Выбрать главу

В эпоху Наливайка были уже забыты кровавые смуты, которые пришлось пережить коренным литвинам и полякам для водворения на Волыни этого шаткого государственного права, которое делало польско-русское общество сборищем недоступных для закона преступников. Памятны были правительству только услуги князей Острожских, Заславских, Четвертинских, Сангушков, Чарторыйских, Корецких, Збаражских, Вишневецких, чуждавшихся уже верховодства в политических усобицах и помышлявших всего больше об интересах экономических. Эти потомки древней княжеско-боярской вольницы сделались тузами среди прочих князей и спустившихся до служилого звания бояр, благодаря силе, отваге и искусству властвовать: качества, бывшие в оно время естественною заменою нынешнего общественного права. По невозможности подавить своевольство этих можновладных дук, правительство старалось их задобрить пожалованиями и привилегиями, предоставляя им ту власть над городами и тянувшими к городам землями, которой не могло удержать за собою.

Купленные великими уступками со стороны польской верховной власти, наши русские дуки, из неугомонных бунтовщиков, сделались орудиями правительства для усмирения других демагогов. Так, по наказу Батория, князь Василий, с помощью крымского хана, усмирял низовцев, как об этом была у меня речь в своем месте. Но когда король пытался урегулировать свои доходы с Волынских городов и замков, эти гордые покорники верховной власти давали королю чувствовать свое революционное происхождение, и не удостоивали сановитых ревизоров даже такого внимания, чтобы предъявить документы на свое полноправство. В течение многих лет на владениях князя Василия накопилась весьма значительная сумма недоимки подымного налога. Озлясь на него за противодействия церковной унии, Сигизмунд III потребовал от него недоимки весьма строго; но строгое требование осталось мертвою буквою.

Повелевая Волынью на бумаге, короли на деле должны были терпеть удельную независимость волынских князей, окруженных служилыми, князьями, панами, боярами, вольными людьми, и грозивших удесятерить свою гвардию. В лице своих магнатов, Волынь долго противилась окончательному соединению Великого Княжества Литовского с Польской Короною, но и после Люблинской политической унии тамошние князья фактически оставались независимыми владыками своего края, то есть владели им не по польскому праву, а по старорусскому обычаю. Правда, воинственность потомства Олегов, Святославов, Изяславов уступила место заботам имущественным, но она сохранилась в той шляхто-боярской и бояро-мещанской массе, которая служила прежде панам-дукам в их борьбе с ополчениями королевскими, а потом нападала на них самих под бунчуками Косинского и Наливайка.
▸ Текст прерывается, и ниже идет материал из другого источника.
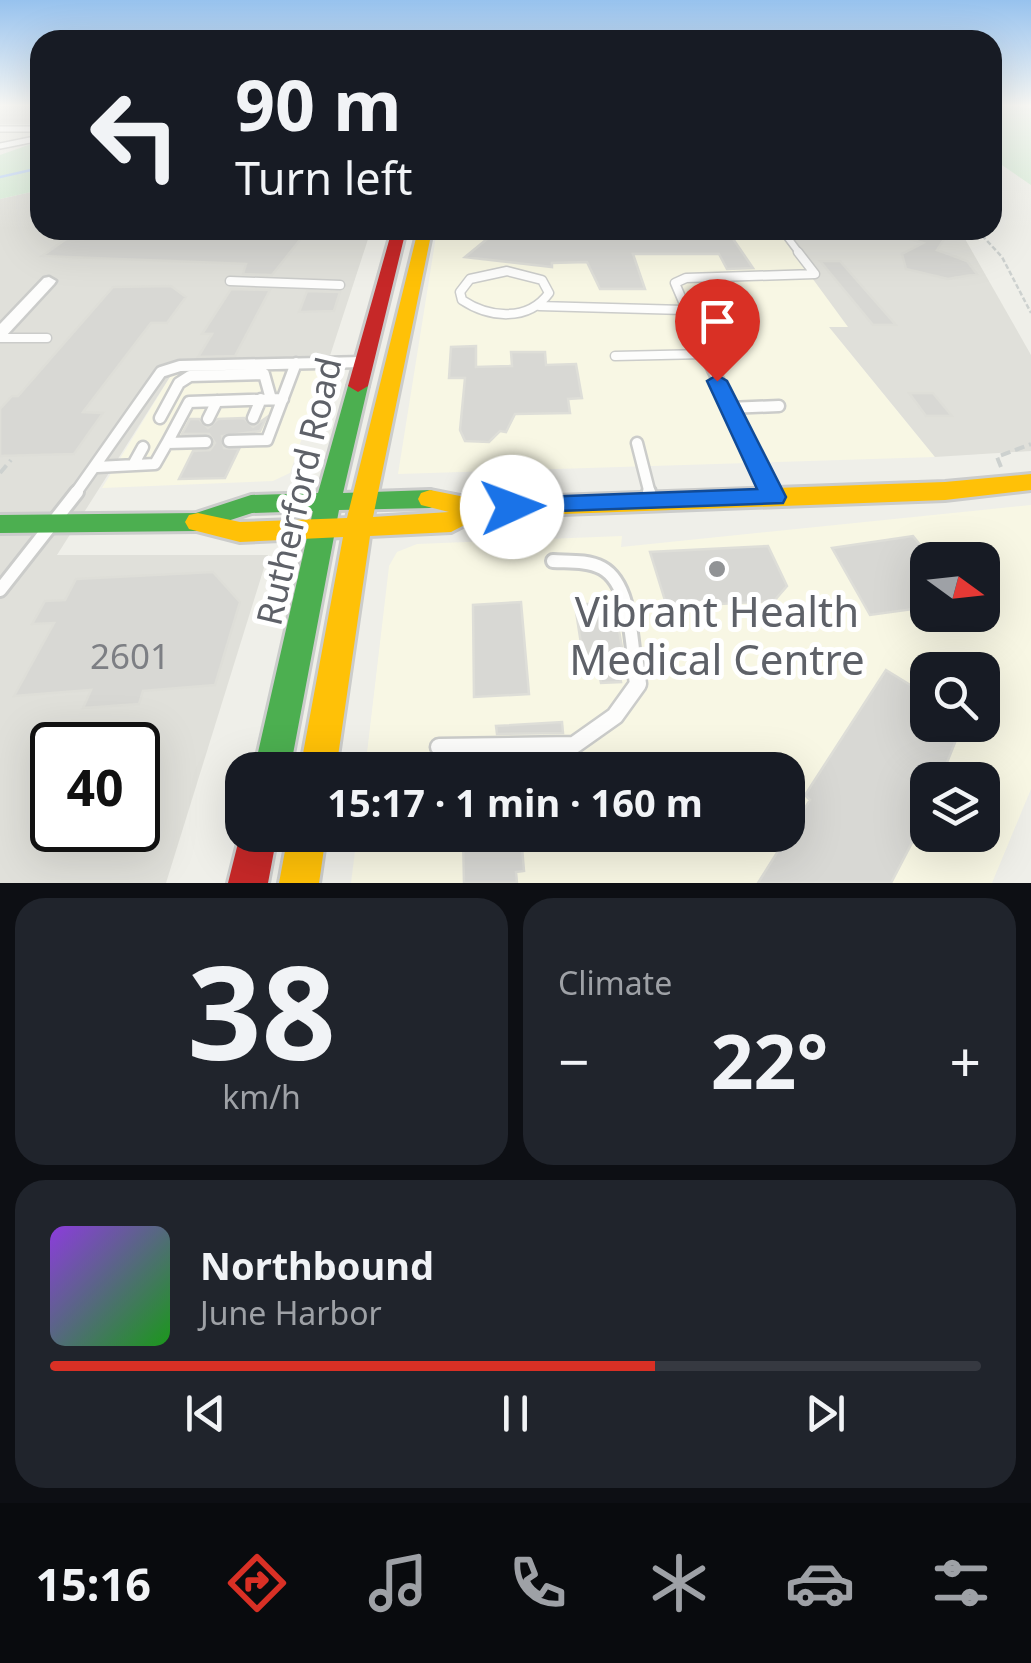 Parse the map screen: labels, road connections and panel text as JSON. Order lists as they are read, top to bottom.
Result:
{
  "streets": {
    "main road": ["Rutherford Road"]
  },
  "places": ["Vibrant Health Medical Centre"],
  "house_numbers": ["2601"],
  "north": "right",
  "page": {
    "turn": ["90 m", "Turn left"],
    "limit": "40",
    "trip": "15:17 · 1 min · 160 m",
    "tile": [
      ["38", "km/h"],
      "Climate"
    ],
    "heat": ["−", "22°", "+"],
    "song": ["Northbound", "June Harbor"],
    "tabs": "15:16"
  }
}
По старой памяти, имена крупных волынских князей всё еще могли сделаться кличем для вооруженной оппозиции правительству, и правительство боялось их по-прежнему.

Скрепляя связь между разноплеменными частями Польши, короли «попускали попуск» вельможным дукам до такой степени, что их владения увеличивались во много крат на счет государственных, церковных, шляхетских и мещанских имуществ различными путями, а местная власть их над волынянами получала характер власти монархической.

Но эти буйтуры Королевской земли были обязаны своим богатством и значением не столько знатности своего рода, не столько своему влиянию на короля и потачкам верховной власти со стороны панских экзорбитанций, сколько уменью править разбойным элементом, образовавшимся на Волыни издревле в среде низшей шляхты, бояр, мещан и так называемых официально и в силу привычки вольных людей, начинавших уже принимать повсюду имя казаков, по самому промыслу своему вольных.

Под покровительством можновладников, на Волыни совершались всевозможные насилия панов над панами, мещан над мещанами, попов над попами, монахов над монахами, при помощи готового ко всяким услугам казачества, и происходившая отсюда неурядица не только не вредила их экономическим интересам, напротив, увеличивала богатства их с быстротой прогрессивною.